Here, the combination of these fields means that we will replace the job label on the selected metrics with the value of the second (${2}) regex match group (writer-prometheus) followed by the literal -baz.

If we now restart the writer, we can run a query on the reader to confirm that we only modified the selected metrics, and in the way that we intended (Figure 9).

The relabeling action affected only a specific metric.
Figure 9: The relabeling action affected only a specific metric.

The relabeling might not make perfect sense, but the idea behind it is to demonstrate how to use the suggested approach and to touch on a few aspects about relabeling.

Summary

The idea behind this article was to give a very brief background for Prometheus and remote-write and to provide a simple procedure for experimenting with remote-write relabeling.
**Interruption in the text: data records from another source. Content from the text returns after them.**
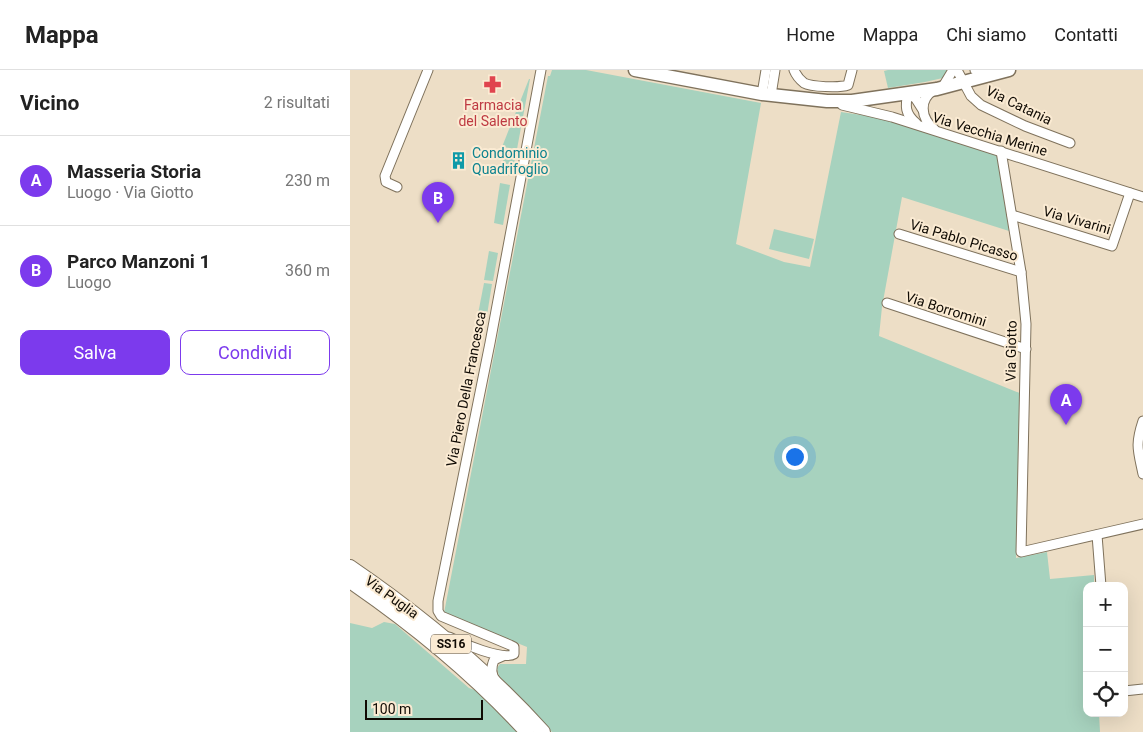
<!DOCTYPE html>
<html lang="it">
<head>
<meta charset="utf-8">
<style>
  body { margin:0; font-family:Roboto,sans-serif; background:#f6f6f6; color:#222 }
  .controls { position:absolute; right:15px; bottom:15px; display:grid; overflow:hidden; border-radius:10px; box-shadow:0 5px 20px #0002 }
  .controls button { width:45px; height:45px; display:grid; place-items:center; padding:0; border:0; border-bottom:1px solid #e0e0e0; background:#fff; color:#222; font:25px sans-serif }
  .scale { position:absolute; left:15px; bottom:12px; width:118px; box-sizing:border-box; padding-left:5px; border:2px solid #100b04; border-top:0; font-size:14px; line-height:18px; white-space:nowrap; color:#100b04; -webkit-text-stroke:4px #fbebd3; paint-order:stroke }
  .you { position:absolute; left:444px; top:386px; width:18px; height:18px; margin:-12px; border:4px solid #fff; border-radius:50%; background:#1a73e8; box-shadow:0 0 0 8px #1a73e833 }
  .badge { display:grid; place-items:center; width:32px; height:32px; border-radius:50%; background:#7c3aed; color:#fff; font-size:16px; font-weight:700 }
  .pin { position:absolute; translate:-50% -41px; filter:drop-shadow(0 1px 2px #0008) }
  .pin::after { content:''; position:absolute; top:26px; width:18px; height:15px; background:inherit; clip-path:polygon(0 0,100% 0,50% 100%) }
  .list { margin:0; padding:0; list-style:none }
  h2 { display:flex; justify-content:space-between; align-items:center; height:65px; margin:0; padding:0 20px; font-size:21px }
  h2 small { font-size:16px; font-weight:400; color:#767676 }
  .list li { display:grid; grid-template-columns:32px 1fr auto; gap:15px; align-items:center; box-sizing:border-box; height:90px; padding:0 20px; border-top:1px solid #e0e0e0 }
  .list b { display:block; font-size:19px; white-space:nowrap }
  .list p { margin:0; font-size:16px; white-space:nowrap; color:#767676 }
  .list em { font-size:16px; font-style:normal; color:#767676 }
  .actions { display:flex; gap:10px; padding:15px 20px }
  .actions a { flex:1; padding:11px 0; border:1px solid #7c3aed; border-radius:10px; text-align:center; font-size:18px; color:#7c3aed }
  .actions .main { background:#7c3aed; color:#fff }
  .icon { flex:none; width:28px; height:28px; fill:none; stroke:currentColor; stroke-width:2; stroke-linecap:round; stroke-linejoin:round }
  .map { position:relative; flex:none; width:793px; height:662px; overflow:hidden }
  header { display:flex; align-items:center; gap:30px; box-sizing:border-box; height:70px; padding:0 25px; background:#fff; border-bottom:1px solid #e0e0e0 }
  header strong { font-size:24px }
  nav { display:flex; gap:28px; margin-inline-start:auto; font-size:18px }
  main { display:flex }
  aside { flex:1; background:#fff }
  .map>svg:first-child { display:block }
  .green { fill:#a7d2be }
  .lines { fill:none; stroke-linecap:round; stroke-linejoin:round }
  .minor-casing { stroke:#7f725c; stroke-width:11 }
  .secondary-casing { stroke:#7f725c; stroke-width:15 }
  .trunk-casing { stroke:#7f725c; stroke-width:16 }
  .minor { stroke:#fff; stroke-width:9 }
  .secondary { stroke:#fff; stroke-width:12 }
  .trunk { stroke:#fff; stroke-width:14 }
  .labels { text-anchor:middle; dominant-baseline:central; stroke-width:4; stroke-linejoin:round; paint-order:stroke }
  .shield { fill:#fbebd3; stroke:#564e42; stroke-width:1 }
  .shield-label { font-size:12px; font-weight:bold; fill:#100b04 }
  .health-label { font-size:14px; fill:#be3a42; stroke:#fbebd3 }
  .street-label { font-size:14px; fill:#100b04; stroke:#fbebd3 }
  .culture-label { font-size:14px; fill:#0d838f; stroke:#fbebd3; text-anchor:start }
</style>
</head>
<body>
<header>
<strong>Mappa</strong>
<nav><a>Home</a><a>Mappa</a><a>Chi siamo</a><a>Contatti</a></nav>
</header>
<main>
<aside>
<h2>Vicino<small>2 risultati</small></h2>
<ul class="list">
<li><span class="badge">A</span><div><b>Masseria Storia</b><p>Luogo · Via Giotto</p></div><em>230 m</em></li>
<li><span class="badge">B</span><div><b>Parco Manzoni 1</b><p>Luogo</p></div><em>360 m</em></li>
</ul>
<div class="actions"><a class="main">Salva</a><a>Condividi</a></div>
</aside>
<div class="map">
<svg width="793" height="662" viewBox="0 0 793 662">
  <rect width="100%" height="100%" fill="#eddec6"/>
  <!-- green -->
  <g class="green">
    <polygon points="202,0 236,0 411,33 386,174 434,192 460,197 491,42 538,49 643,83 647,85 659,161 552,127 532,237 529,266 672,324 666,488 697,482 700,509 744,505 744,516 737,516 737,643 749,643 750,662 202,662 149,606 147,598 150,594 176,594 177,577 94,543 198,6 200,6"/>
    <polygon points="538,0 597,0 593,8 575,12 538,18 534,1"/>
    <polygon points="179,9 180,9 167,79 152,77"/>
    <polygon points="155,80 166,82 162,106 151,105"/>
    <polygon points="150,113 160,115 153,155 144,153"/>
    <polygon points="424,159 464,169 459,189 419,179"/>
    <polygon points="139,181 148,183 143,211 134,210"/>
    <polygon points="134,213 142,214 137,245 128,244"/>
    <polygon points="34,552 45,554 119,618 125,620 168,662 0,662 0,553 22,558"/>
  </g>
  <g class="lines">
    <defs>
      <g id="minor">
        <path d="M444,0C446,5 449,9 454,13C461,17 490,18 498,15L502,0"/>
        <polyline points="607,0 621,26 631,35 675,56 720,73"/>
        <polyline points="625,0 639,6"/>
        <polyline points="592,18 603,0"/>
        <polyline points="412,24 416,0"/>
        <polyline points="421,25 425,0"/>
        <polyline points="492,35 542,47 793,127"/>
        <path d="M566,53C555,44 555,36 558,23L566,29L573,40"/>
        <path d="M584,59C571,48 568,30 584,20"/>
        <polyline points="651,81 671,202 676,254 671,482 793,454"/>
        <polyline points="47,117 36,112 35,106 78,0"/>
        <polyline points="662,145 762,176 780,123"/>
        <polyline points="549,164 671,202"/>
        <polyline points="537,233 676,279"/>
        <path d="M793,351C785,375 788,380 793,404"/>
        <polyline points="747,465 751,516"/>
        <path d="M99,567C111,573 153,591 164,584V577L160,575L91,546L88,541V531L140,273L191,0"/>
        <path d="M146,611C141,605 141,597 144,590L153,586"/>
        <polyline points="774,621 793,619"/>
      </g>
      <polyline id="secondary" points="285,0 412,24 477,31 502,31 587,19 659,0"/>
      <g id="trunk">
        <path d="M0,497C70,545 136,599 193,662"/>
        <path d="M0,511C64,555 125,605 177,662"/>
      </g>
    </defs>
    <!-- minor casing -->
    <use href="#minor" class="minor-casing"/>
    <!-- secondary casing -->
    <use href="#secondary" class="secondary-casing"/>
    <!-- trunk casing -->
    <use href="#trunk" class="trunk-casing"/>
    <!-- minor -->
    <use href="#minor" class="minor"/>
    <!-- secondary -->
    <use href="#secondary" class="secondary"/>
    <!-- trunk -->
    <use href="#trunk" class="trunk"/>
  </g>
  <!-- icons -->
  <defs>
    <symbol id="pharmacy-bare" viewBox="-9 -9 18 18"><path d="M-2-6h4v4h4v4h-4v4h-4v-4h-4v-4h4Z" fill="#e0444e" stroke="#fbebd3" stroke-width="2.5" paint-order="stroke"/></symbol>
    <symbol id="building-bare" viewBox="-9 -9 18 18"><path d="M-4-6H4V6H1V3H-1V6H-4ZM-2.5-4.3h1.7v1.8h-1.7ZM.8-4.3h1.7v1.8H.8ZM-2.5-1h1.7V.8h-1.7ZM.8-1h1.7V.8H.8Z" fill="#0f9aa8" stroke="#fbebd3" stroke-width="2.5" paint-order="stroke"/></symbol>
  </defs>
  <g fill-rule="evenodd">
    <use href="#pharmacy-bare" x="130" y="2" width="25" height="25"/>
    <use href="#building-bare" x="96" y="78" width="25" height="25"/>
  </g>
  <g class="labels">
    <!-- shield labels -->
    <rect class="shield" x="81" y="564.5" width="40" height="19" rx="4"/>
    <g class="shield-label">
      <text x="101" y="574">SS16</text>
    </g>
    <!-- health labels -->
    <g class="health-label">
      <text x="143" y="35">Farmacia<tspan x="143" dy="16">del Salento</tspan></text>
    </g>
    <!-- street labels -->
    <g class="street-label">
      <text transform="translate(669 35) rotate(26)">Via Catania</text>
      <text transform="translate(640 64) rotate(17)">Via Vecchia Merine</text>
      <text transform="translate(727 150) rotate(16)">Via Vivarini</text>
      <text transform="translate(614 170) rotate(17)">Via Pablo Picasso</text>
      <text transform="translate(596 239) rotate(18)">Via Borromini</text>
      <text transform="translate(661 281) rotate(-89)">Via Giotto</text>
      <text transform="translate(116 319) rotate(-79)">Via Piero Della Francesca</text>
      <text transform="translate(42 527) rotate(36)">Via Puglia</text>
    </g>
    <!-- culture labels -->
    <g class="culture-label">
      <text x="122" y="83">Condominio<tspan x="122" dy="16">Quadrifoglio</tspan></text>
    </g>
  </g>
</svg>
<div class="controls">
<button>+</button>
<button>−</button>
<button><svg class="icon" aria-label="locate" viewBox="0 0 24 24"><circle cx="12" cy="12" r="6"/><path d="M12 2v4M12 18v4M2 12h4M18 12h4"/></svg></button>
</div>
<div class="scale">100 m</div>
<div class="you"></div>
<div class="pin badge" style="left:716px;top:355px">A</div>
<div class="pin badge" style="left:88px;top:153px">B</div>
</div>
</main>
</body>
</html>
There’s a lot more to Prometheus and remote-write than we covered, but hopefully this can bridge a gap for someone as it did for me.

Note: The configurations used in this lab are direct Prometheus configurations.

In my daily job, I seldom configure Prometheus directly. Instead, we use different Prometheus Operators (e.g., Prometheus Operator, OpenShift Cluster Monitor Operator, Observability Operator) that react upon Kubernetes Custom Resources (CRs) to create, configure and maintain Prometheus instances.

The configurations within such CRs result in creation of Prometheus configurations which slightly differ in syntax compared to the CR itself. Most notably, Prometheus configurations follow the snake_case, while the operators follow the camelCase. So, for example, to have remote_write configured in Prometheus, the Kubernetes CR will contain remoteWrite configurations, and target_label will similarly be replaced with targetLabel. This is something to keep in mind when using any configurations created using the lab and applying them to operators-maintained instances.

It is also possible that some configurations supported in Prometheus are not supported by the operator you’re using, so this is another aspect to keep in mind, although I did not run into such issues with configurations related to remote-write.